WORK ITEM: Would you retype the whole listing verbatim, keeping pictures out of it?
##########
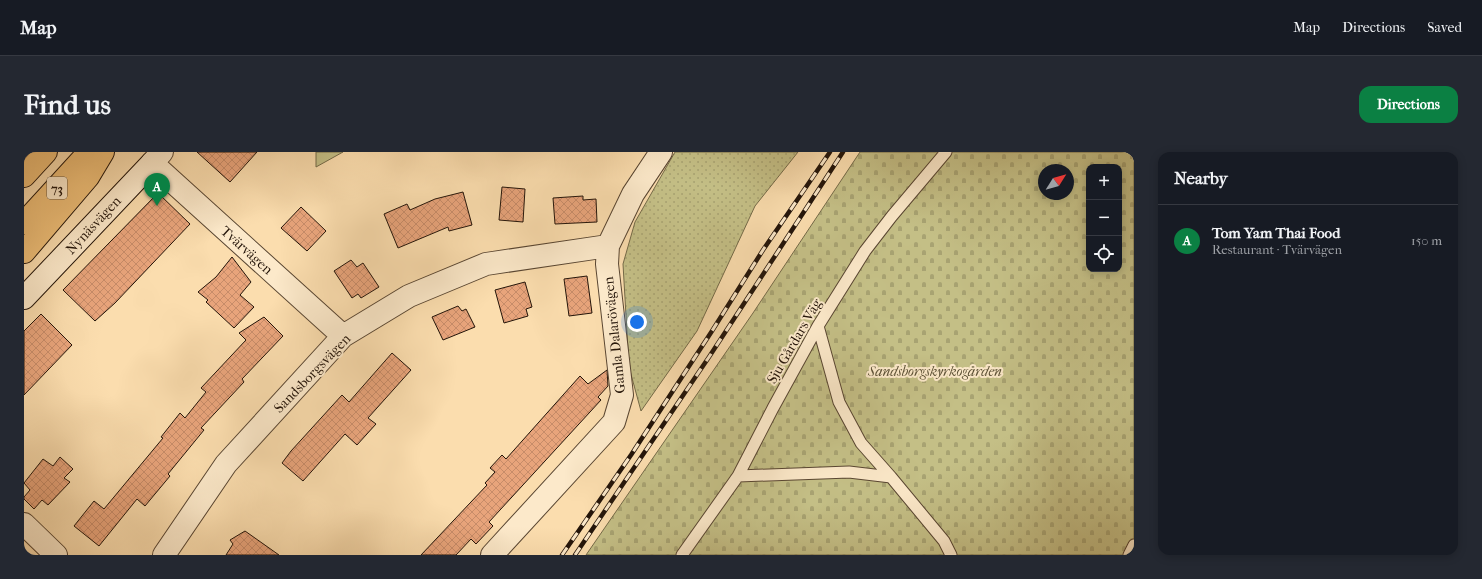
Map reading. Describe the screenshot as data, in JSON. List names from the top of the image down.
{
  "streets": {
    "highway": ["73"],
    "street": [
      "Nynäsvägen",
      "Tvärvägen",
      "Gamla Dalarövägen",
      "Sandsborgsvägen"
    ],
    "lane": ["Sju Gårdars Väg"]
  },
  "crossings": [
    ["Nynäsvägen", "Tvärvägen"],
    ["Tvärvägen", "Sandsborgsvägen"],
    ["Gamla Dalarövägen", "Sandsborgsvägen"]
  ],
  "parks": ["Sandsborgskyrkogården"],
  "north": "top right",
  "page": {
    "header": "Map",
    "nav": ["Map", "Directions", "Saved"],
    "buttons": "Directions",
    "title": "Find us",
    "heading": "Nearby",
    "map_buttons": ["+", "−"],
    "pins": "A",
    "list": [
      {
        "mark": "A",
        "name": "Tom Yam Thai Food",
        "note": "Restaurant · Tvärvägen",
        "value": "150 m"
      }
    ]
  }
}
##########
REPLY TO THE TASK:
Map reading. Describe the screenshot as data, in JSON. List names from the top of the image down.
{
  "streets": {
    "highway": ["73"],
    "street": [
      "Nynäsvägen",
      "Tvärvägen",
      "Gamla Dalarövägen",
      "Sandsborgsvägen"
    ],
    "lane": ["Sju Gårdars Väg"]
  },
  "crossings": [
    ["Nynäsvägen", "Tvärvägen"],
    ["Tvärvägen", "Sandsborgsvägen"],
    ["Gamla Dalarövägen", "Sandsborgsvägen"]
  ],
  "parks": ["Sandsborgskyrkogården"],
  "north": "top right",
  "page": {
    "header": "Map",
    "nav": ["Map", "Directions", "Saved"],
    "buttons": "Directions",
    "title": "Find us",
    "heading": "Nearby",
    "map_buttons": ["+", "−"],
    "pins": "A",
    "list": [
      {
        "mark": "A",
        "name": "Tom Yam Thai Food",
        "note": "Restaurant · Tvärvägen",
        "value": "150 m"
      }
    ]
  }
}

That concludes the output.